All agree that an advocate can help in getting the best care and education for yourself or a family member. If your family is faced with a daunting diagnosis or chronic illness situation to manage, find an advocate, or a series of advocates, to help you navigate the waters. While insurance may not pay for their services, they may be able to help save your family money, and find benefits, services and alternate treatments based on their experiences and expertise.
Sheri Hatfield is a freelance writer and co-founder of an emerging children’s museum in Shelton. Connect with her at [email protected].
Tips for Advocating for Yourself or a Loved One
Self-education is key.
Internet research, support groups, websites and social media pages are valuable resources for asking questions and investigating your options.

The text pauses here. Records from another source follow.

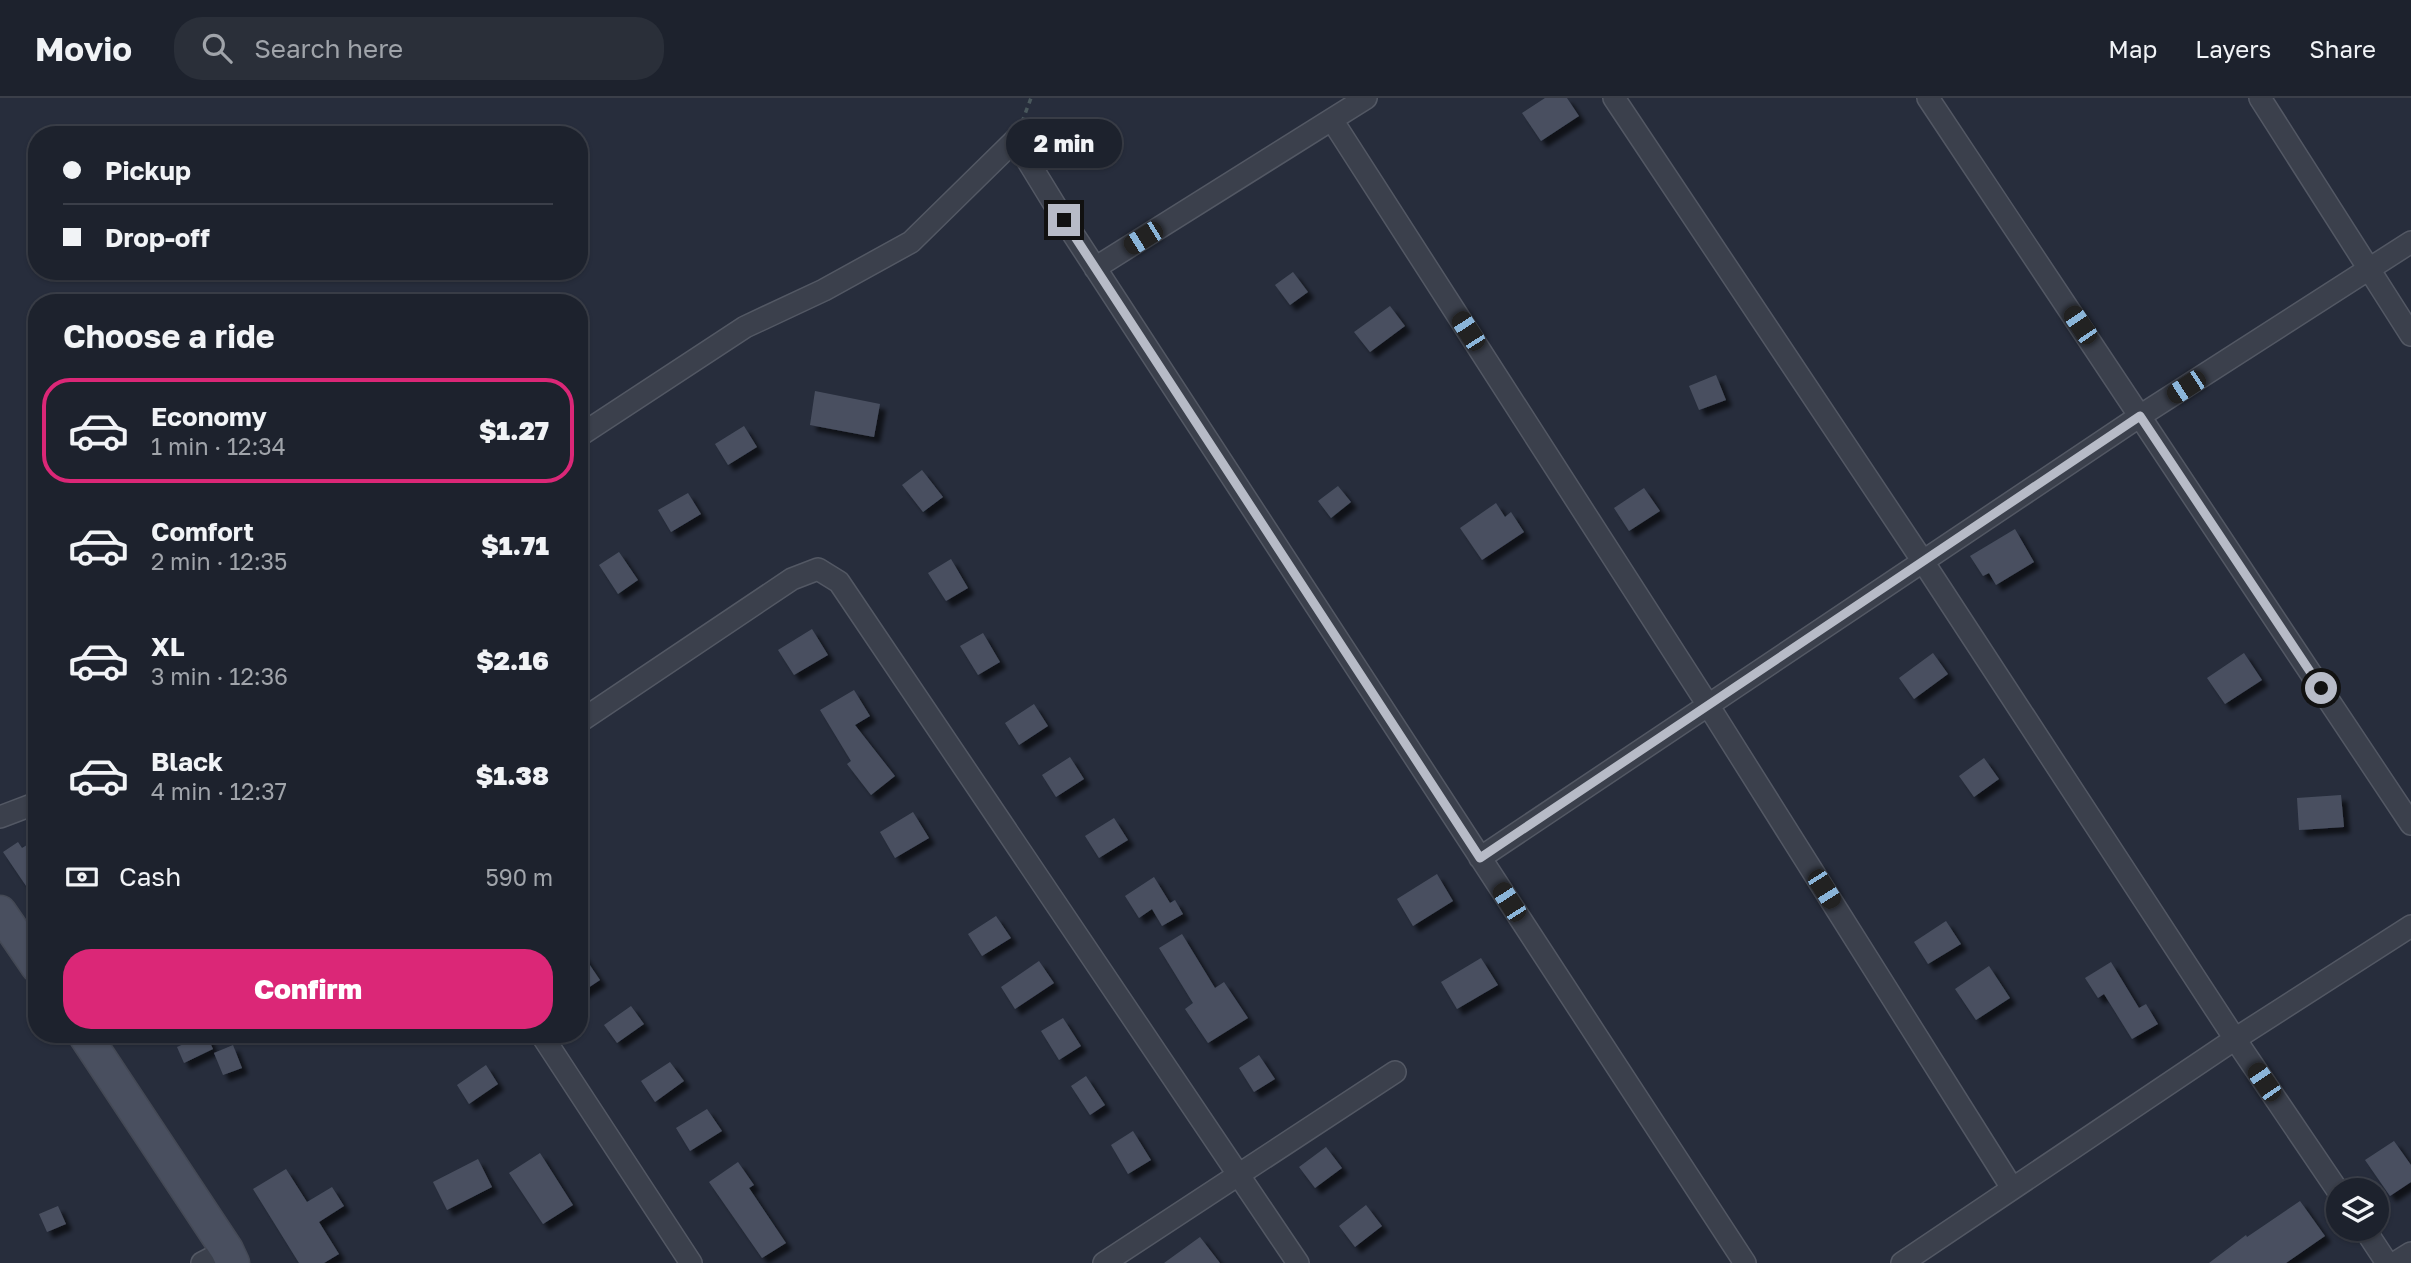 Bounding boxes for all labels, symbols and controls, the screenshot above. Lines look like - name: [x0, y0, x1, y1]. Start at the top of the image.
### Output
- search box: [174, 17, 664, 80]
- text: Movio: [35, 29, 132, 68]
- icon: search: [198, 29, 236, 67]
- text: Search here: [254, 33, 403, 64]
- text: Map: [2108, 34, 2157, 63]
- text: Layers: [2195, 34, 2271, 63]
- text: Share: [2309, 34, 2376, 63]
- callout: 2 min: [1006, 118, 1122, 167]
- text: 2 min: [1034, 129, 1094, 157]
- text: Pickup: [105, 155, 191, 186]
- route end: [1048, 204, 1080, 236]
- car: [1120, 218, 1167, 258]
- text: Drop-off: [105, 222, 210, 253]
- car: [2060, 302, 2101, 348]
- car: [1448, 308, 1489, 354]
- text: Choose a ride: [63, 317, 275, 355]
- car: [2163, 367, 2210, 407]
- icon: car: [67, 399, 130, 462]
- text: Economy: [151, 401, 267, 432]
- text: $1.27: [479, 415, 549, 446]
- text: 1 min · 12:34: [151, 432, 286, 460]
- icon: car: [67, 514, 130, 577]
- text: Comfort: [151, 516, 254, 547]
- text: $1.71: [481, 530, 549, 561]
- text: 2 min · 12:35: [151, 547, 287, 575]
- icon: car: [67, 629, 130, 692]
- text: XL: [151, 631, 185, 662]
- text: $2.16: [476, 645, 549, 676]
- text: 3 min · 12:36: [151, 662, 288, 690]
- route start: [2305, 672, 2337, 704]
- icon: car: [67, 744, 130, 807]
- text: Black: [151, 746, 223, 777]
- text: $1.38: [476, 760, 549, 791]
- text: 4 min · 12:37: [151, 777, 287, 805]
- icon: cash: [63, 858, 101, 896]
- text: Cash: [119, 861, 181, 892]
- text: 590 m: [485, 863, 553, 891]
- car: [1804, 866, 1845, 912]
- car: [1489, 879, 1530, 925]
- button: Confirm: [63, 949, 553, 1029]
- car: [2244, 1059, 2285, 1105]
- map controls: [2326, 1178, 2389, 1241]
- button: layers: [2326, 1178, 2389, 1241]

Don’t be afraid to try different things.
What worked for one person may not work for another; it is all part of putting together the puzzle. Discovering what doesn’t work can be just as valuable as discovering what does.
It’s OK to say no to what is recommended by an expert.
We’re raised to listen to highly-trained experts and do what we’re told. In the new healthcare paradigm, you might have to say no to one expert and yes to another form of care. Listen to your gut and trust your own path.
Explore the limits of institutions’ policies.
Find out what insurance covers, what schools are required to cover, and more. When doing so, do not accept the first answer given. Keep asking questions.